I do like your point about "no moving parts" because aside from a fan, the evaporation coils of a traditional HVAC also has no moving parts and is connected to a compressor on the other side
John, what does COP refer to? Not familiar with that acronym and appreciate help with its meaning. Michael, thank you for the elaboration. From a thermo standpoint, I am trying to wrap my head around the concept for this device. I agree that calling it a "heat exchanger" may not be the best analogy because everything I've learned and have dealt with tells me this device would violate thermo laws if it were a heat exchanger and is tripping me up (delta T, cold to hot heat transfer?). Maybe I need to review my refrigeration cycles but I think you are on to it with a more accurate description from a thermodynamic and fluid mechanic standpoint. Thanks for your comment. Air Nozzle People; thank you for posting this video to help me on my way to understanding the working principles.
The "no moving parts" and "no internal power sources" are important to state because it differentiates the vortex tube from chillers and other types of cooler. In a factory setting installing a new chiller unit to provide additional cooling means you need to install something quite bulky and then run electrics to it. This equipment then requires maintenance and you will need to consider things like whether it's in dirty environment or needs to be washed down.

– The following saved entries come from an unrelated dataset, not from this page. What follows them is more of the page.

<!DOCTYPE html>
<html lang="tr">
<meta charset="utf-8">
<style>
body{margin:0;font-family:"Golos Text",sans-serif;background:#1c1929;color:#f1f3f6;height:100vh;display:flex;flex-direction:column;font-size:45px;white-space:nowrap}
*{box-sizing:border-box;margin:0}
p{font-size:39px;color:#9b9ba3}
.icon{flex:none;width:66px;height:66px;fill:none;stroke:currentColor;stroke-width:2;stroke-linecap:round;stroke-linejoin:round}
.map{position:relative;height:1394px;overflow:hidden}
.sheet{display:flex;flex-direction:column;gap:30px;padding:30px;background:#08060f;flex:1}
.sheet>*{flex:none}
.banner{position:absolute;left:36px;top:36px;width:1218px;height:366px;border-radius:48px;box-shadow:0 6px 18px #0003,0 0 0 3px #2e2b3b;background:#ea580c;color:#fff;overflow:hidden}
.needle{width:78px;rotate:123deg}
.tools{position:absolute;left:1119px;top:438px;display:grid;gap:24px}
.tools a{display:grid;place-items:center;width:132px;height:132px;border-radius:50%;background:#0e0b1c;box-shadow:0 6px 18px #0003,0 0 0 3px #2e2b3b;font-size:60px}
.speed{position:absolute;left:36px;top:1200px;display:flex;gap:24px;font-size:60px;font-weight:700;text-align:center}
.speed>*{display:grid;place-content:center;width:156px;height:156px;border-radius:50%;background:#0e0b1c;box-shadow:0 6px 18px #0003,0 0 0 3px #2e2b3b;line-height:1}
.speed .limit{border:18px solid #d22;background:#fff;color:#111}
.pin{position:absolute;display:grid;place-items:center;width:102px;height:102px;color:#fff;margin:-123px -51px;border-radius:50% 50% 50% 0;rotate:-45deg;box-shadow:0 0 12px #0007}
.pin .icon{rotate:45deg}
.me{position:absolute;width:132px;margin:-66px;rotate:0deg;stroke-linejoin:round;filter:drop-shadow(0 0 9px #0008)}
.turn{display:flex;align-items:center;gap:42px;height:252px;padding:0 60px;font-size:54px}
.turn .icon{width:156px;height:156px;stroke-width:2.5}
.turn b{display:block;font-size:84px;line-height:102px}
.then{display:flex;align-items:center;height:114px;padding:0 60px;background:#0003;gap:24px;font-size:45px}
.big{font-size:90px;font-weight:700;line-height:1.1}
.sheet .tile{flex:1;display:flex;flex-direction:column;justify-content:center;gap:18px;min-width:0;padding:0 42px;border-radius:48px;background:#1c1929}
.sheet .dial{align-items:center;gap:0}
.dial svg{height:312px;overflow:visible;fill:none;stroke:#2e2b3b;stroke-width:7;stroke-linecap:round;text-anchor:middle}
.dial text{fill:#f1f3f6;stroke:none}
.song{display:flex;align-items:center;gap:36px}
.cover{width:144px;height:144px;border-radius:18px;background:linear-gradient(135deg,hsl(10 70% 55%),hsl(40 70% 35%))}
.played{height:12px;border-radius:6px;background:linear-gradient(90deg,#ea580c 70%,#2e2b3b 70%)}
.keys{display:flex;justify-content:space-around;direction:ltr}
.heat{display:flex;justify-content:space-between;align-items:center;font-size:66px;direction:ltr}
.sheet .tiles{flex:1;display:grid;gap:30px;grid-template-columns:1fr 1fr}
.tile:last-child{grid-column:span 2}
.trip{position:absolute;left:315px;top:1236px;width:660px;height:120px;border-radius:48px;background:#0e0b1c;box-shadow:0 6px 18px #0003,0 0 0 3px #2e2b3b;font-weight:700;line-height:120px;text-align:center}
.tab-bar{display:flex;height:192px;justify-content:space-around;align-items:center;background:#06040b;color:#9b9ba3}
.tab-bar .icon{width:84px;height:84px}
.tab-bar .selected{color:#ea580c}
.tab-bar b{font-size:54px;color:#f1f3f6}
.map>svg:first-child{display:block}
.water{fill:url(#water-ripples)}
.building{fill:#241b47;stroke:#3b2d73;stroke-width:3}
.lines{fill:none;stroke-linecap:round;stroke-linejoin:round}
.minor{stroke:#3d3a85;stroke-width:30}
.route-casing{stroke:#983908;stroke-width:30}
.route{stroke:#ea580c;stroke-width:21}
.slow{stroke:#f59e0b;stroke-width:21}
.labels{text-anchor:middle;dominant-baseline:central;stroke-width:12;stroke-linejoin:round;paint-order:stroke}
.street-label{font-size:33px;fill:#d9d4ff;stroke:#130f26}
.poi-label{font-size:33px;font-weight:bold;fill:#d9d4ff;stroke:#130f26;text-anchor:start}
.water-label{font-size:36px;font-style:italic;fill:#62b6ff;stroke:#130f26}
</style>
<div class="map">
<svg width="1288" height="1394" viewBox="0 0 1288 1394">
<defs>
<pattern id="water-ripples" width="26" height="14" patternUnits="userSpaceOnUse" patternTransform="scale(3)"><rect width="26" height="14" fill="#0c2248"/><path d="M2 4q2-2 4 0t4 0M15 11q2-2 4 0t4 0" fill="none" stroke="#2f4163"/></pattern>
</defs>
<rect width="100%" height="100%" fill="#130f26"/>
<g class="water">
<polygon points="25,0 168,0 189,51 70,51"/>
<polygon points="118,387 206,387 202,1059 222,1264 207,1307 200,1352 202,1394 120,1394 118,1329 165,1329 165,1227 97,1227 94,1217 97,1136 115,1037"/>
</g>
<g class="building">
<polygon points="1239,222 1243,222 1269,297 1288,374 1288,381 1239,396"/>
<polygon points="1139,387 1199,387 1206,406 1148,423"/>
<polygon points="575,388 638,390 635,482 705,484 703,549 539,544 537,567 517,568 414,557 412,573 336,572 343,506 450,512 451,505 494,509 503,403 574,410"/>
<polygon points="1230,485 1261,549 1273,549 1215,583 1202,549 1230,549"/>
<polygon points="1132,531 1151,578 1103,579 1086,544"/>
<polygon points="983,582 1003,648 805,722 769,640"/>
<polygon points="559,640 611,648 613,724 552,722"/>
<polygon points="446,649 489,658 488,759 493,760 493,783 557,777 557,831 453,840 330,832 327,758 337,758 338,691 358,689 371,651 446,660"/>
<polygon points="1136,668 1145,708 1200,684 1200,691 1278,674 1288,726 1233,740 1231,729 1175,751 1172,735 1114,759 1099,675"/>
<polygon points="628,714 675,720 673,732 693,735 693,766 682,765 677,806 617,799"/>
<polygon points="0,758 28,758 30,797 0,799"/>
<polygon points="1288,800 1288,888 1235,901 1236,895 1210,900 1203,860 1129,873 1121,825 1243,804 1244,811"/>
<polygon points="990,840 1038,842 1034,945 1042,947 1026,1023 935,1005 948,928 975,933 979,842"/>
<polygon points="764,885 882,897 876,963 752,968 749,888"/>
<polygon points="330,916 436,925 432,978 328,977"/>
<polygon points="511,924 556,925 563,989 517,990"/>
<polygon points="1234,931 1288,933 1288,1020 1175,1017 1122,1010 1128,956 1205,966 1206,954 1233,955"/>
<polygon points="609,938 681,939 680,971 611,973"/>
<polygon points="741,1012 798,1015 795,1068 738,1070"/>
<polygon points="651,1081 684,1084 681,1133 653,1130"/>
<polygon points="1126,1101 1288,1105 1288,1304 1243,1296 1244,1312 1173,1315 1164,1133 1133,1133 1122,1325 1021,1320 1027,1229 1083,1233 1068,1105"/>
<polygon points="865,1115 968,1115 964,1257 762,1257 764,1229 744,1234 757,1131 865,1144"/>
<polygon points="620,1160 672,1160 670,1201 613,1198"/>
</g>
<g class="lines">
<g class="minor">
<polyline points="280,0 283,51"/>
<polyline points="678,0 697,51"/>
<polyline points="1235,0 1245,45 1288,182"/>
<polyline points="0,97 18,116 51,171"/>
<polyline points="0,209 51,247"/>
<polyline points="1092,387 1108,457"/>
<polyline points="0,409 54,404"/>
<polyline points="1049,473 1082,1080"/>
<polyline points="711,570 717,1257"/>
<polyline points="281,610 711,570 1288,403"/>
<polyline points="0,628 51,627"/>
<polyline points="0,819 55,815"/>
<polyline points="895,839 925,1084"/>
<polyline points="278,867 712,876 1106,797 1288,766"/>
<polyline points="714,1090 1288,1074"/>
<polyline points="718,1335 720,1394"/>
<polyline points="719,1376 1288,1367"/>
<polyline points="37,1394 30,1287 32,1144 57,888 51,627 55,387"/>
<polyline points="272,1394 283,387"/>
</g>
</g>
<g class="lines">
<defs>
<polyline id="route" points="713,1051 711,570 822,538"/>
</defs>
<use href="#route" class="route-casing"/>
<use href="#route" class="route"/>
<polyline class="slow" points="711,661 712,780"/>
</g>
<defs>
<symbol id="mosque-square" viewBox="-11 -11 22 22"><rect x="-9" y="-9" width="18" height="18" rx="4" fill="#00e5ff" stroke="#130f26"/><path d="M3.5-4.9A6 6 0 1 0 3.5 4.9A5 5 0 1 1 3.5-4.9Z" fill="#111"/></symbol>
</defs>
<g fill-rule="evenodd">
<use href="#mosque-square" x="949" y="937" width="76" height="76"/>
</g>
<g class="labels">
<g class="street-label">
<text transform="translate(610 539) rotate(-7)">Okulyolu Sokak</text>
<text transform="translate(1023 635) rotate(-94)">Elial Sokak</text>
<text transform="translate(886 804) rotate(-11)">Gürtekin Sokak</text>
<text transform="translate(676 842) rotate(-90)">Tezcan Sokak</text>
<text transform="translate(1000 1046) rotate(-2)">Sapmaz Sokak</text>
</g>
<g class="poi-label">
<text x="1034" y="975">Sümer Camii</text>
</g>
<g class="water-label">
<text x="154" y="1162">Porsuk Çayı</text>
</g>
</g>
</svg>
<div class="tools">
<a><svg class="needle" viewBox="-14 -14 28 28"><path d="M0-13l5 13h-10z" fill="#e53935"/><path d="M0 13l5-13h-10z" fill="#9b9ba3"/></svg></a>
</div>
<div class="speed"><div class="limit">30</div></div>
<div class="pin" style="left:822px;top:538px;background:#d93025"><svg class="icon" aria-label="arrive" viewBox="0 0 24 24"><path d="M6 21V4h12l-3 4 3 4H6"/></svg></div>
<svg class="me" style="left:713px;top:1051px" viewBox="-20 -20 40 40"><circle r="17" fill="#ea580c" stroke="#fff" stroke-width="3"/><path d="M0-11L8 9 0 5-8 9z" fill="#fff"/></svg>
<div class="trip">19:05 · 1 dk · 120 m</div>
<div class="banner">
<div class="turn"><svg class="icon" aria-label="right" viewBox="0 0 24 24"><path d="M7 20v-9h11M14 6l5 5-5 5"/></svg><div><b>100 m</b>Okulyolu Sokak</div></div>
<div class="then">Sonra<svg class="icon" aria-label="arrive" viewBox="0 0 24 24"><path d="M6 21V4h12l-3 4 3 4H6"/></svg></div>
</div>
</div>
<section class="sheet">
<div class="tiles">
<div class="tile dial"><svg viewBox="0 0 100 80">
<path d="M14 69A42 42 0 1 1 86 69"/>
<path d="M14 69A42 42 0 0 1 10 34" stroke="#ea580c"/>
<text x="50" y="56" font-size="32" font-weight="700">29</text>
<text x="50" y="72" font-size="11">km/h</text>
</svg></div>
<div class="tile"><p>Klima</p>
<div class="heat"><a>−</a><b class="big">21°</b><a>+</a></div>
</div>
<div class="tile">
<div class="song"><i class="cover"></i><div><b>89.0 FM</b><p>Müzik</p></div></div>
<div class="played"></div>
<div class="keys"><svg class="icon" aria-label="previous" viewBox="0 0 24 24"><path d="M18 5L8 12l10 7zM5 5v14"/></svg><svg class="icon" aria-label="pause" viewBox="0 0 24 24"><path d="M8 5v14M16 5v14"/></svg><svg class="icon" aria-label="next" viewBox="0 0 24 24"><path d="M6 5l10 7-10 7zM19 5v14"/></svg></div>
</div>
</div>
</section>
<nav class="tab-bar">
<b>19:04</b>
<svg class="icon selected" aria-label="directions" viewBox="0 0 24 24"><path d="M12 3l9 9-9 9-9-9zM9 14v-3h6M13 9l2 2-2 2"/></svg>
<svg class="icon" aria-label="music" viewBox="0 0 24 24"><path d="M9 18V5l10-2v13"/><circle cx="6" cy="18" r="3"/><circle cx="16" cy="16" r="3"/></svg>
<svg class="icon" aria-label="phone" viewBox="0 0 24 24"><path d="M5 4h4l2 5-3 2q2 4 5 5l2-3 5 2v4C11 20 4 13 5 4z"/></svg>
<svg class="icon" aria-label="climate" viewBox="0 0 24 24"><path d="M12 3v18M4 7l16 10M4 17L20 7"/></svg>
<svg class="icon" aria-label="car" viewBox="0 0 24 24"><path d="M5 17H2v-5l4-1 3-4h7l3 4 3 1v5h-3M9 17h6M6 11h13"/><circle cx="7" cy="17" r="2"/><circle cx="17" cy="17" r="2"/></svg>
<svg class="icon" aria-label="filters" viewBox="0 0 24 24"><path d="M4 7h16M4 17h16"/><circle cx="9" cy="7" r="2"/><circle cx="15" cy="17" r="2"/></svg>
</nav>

Most factories will have air lines already there so all you need to do is put in a vortex tube and hook it up to an existing air line. Because there are no moving parts there is no additional maintenance burden and because there is no electricity required you don't need to worry about getting power to it where there might be, for example, water sloshing around. Air powered applications are quite inefficient in terms of energy but they have the distinct advantage of not needing to worry about electricity in a wet environment. This is one reason why many factories have air powered systems. The compressor can be located away from any water or grime that might mess it up and then the air is piped to where it is needed. Local water, dust, grease and all the other things that mess up electrically powered systems are not really a worry with air powered systems. So the inherent inefficiency of air is overcome by the fact that its just a far more usable power source in many practical situation.
All this makes vortex tubes really easy to install in retrofit situations. That's why it's important to make this distinction.
Wow, cool explanation. Is it possible to cool 1,5l water with a Vortex tube? Let's say from 40C° to 5C° or 0C° and if, how long would it take?
Water and other liquids don't behave in the same way and so won't separate like this. So you can't stick water through a vortex tube.
You could air cool the water by bubbling the cold air through the water or blowing it over the surface. Large vortex tubes can provide about 3kw of cooling. So by blowing air over or through 40 degree water you could get 1.5 litres down by 35 degrees in about 73.5 seconds assuming complete heat exchange. So in reality it would probably take a couple of minutes. A vortex tube of that size uses about 4 Nm3 of air at 7 bar air pressure, so you will need about 8 Nm3 of air to do that. Its not going to be the most energy efficient way to cool water but it could be done.